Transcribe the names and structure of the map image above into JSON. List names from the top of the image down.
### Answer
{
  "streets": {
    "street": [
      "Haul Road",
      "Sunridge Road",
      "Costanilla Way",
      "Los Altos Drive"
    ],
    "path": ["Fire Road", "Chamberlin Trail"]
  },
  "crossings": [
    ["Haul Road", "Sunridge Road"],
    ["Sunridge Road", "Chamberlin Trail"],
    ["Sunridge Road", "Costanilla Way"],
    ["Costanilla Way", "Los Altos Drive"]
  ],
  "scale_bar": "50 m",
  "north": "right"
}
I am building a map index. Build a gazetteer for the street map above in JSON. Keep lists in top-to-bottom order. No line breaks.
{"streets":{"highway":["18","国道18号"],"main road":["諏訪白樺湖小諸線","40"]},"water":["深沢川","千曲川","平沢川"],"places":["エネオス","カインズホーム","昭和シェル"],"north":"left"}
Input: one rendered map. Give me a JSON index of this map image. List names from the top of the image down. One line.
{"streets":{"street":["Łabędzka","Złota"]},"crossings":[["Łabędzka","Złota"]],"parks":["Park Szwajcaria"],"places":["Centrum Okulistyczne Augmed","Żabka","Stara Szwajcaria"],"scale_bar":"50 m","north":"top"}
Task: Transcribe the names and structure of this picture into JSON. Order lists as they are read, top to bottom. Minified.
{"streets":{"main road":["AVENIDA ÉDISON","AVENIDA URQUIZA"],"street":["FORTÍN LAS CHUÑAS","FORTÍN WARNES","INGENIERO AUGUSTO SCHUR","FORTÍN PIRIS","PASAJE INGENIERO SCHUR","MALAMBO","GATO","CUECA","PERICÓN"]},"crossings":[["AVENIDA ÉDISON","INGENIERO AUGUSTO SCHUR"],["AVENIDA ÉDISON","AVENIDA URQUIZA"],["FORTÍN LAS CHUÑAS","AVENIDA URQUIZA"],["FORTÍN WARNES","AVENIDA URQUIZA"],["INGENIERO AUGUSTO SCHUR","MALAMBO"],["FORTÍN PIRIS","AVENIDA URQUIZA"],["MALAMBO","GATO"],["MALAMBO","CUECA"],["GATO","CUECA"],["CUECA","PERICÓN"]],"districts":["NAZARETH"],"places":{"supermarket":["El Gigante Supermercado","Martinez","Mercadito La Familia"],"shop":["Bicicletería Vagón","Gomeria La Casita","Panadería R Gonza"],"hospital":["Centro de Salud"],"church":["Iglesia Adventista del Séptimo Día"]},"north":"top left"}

Assigned task - All of the records above should be repeated exactly.

Result of the task -
Transcribe the names and structure of the map image above into JSON. List names from the top of the image down.
### Answer
{
  "streets": {
    "street": [
      "Haul Road",
      "Sunridge Road",
      "Costanilla Way",
      "Los Altos Drive"
    ],
    "path": ["Fire Road", "Chamberlin Trail"]
  },
  "crossings": [
    ["Haul Road", "Sunridge Road"],
    ["Sunridge Road", "Chamberlin Trail"],
    ["Sunridge Road", "Costanilla Way"],
    ["Costanilla Way", "Los Altos Drive"]
  ],
  "scale_bar": "50 m",
  "north": "right"
}
I am building a map index. Build a gazetteer for the street map above in JSON. Keep lists in top-to-bottom order. No line breaks.
{"streets":{"highway":["18","国道18号"],"main road":["諏訪白樺湖小諸線","40"]},"water":["深沢川","千曲川","平沢川"],"places":["エネオス","カインズホーム","昭和シェル"],"north":"left"}
Input: one rendered map. Give me a JSON index of this map image. List names from the top of the image down. One line.
{"streets":{"street":["Łabędzka","Złota"]},"crossings":[["Łabędzka","Złota"]],"parks":["Park Szwajcaria"],"places":["Centrum Okulistyczne Augmed","Żabka","Stara Szwajcaria"],"scale_bar":"50 m","north":"top"}
Task: Transcribe the names and structure of this picture into JSON. Order lists as they are read, top to bottom. Minified.
{"streets":{"main road":["AVENIDA ÉDISON","AVENIDA URQUIZA"],"street":["FORTÍN LAS CHUÑAS","FORTÍN WARNES","INGENIERO AUGUSTO SCHUR","FORTÍN PIRIS","PASAJE INGENIERO SCHUR","MALAMBO","GATO","CUECA","PERICÓN"]},"crossings":[["AVENIDA ÉDISON","INGENIERO AUGUSTO SCHUR"],["AVENIDA ÉDISON","AVENIDA URQUIZA"],["FORTÍN LAS CHUÑAS","AVENIDA URQUIZA"],["FORTÍN WARNES","AVENIDA URQUIZA"],["INGENIERO AUGUSTO SCHUR","MALAMBO"],["FORTÍN PIRIS","AVENIDA URQUIZA"],["MALAMBO","GATO"],["MALAMBO","CUECA"],["GATO","CUECA"],["CUECA","PERICÓN"]],"districts":["NAZARETH"],"places":{"supermarket":["El Gigante Supermercado","Martinez","Mercadito La Familia"],"shop":["Bicicletería Vagón","Gomeria La Casita","Panadería R Gonza"],"hospital":["Centro de Salud"],"church":["Iglesia Adventista del Séptimo Día"]},"north":"top left"}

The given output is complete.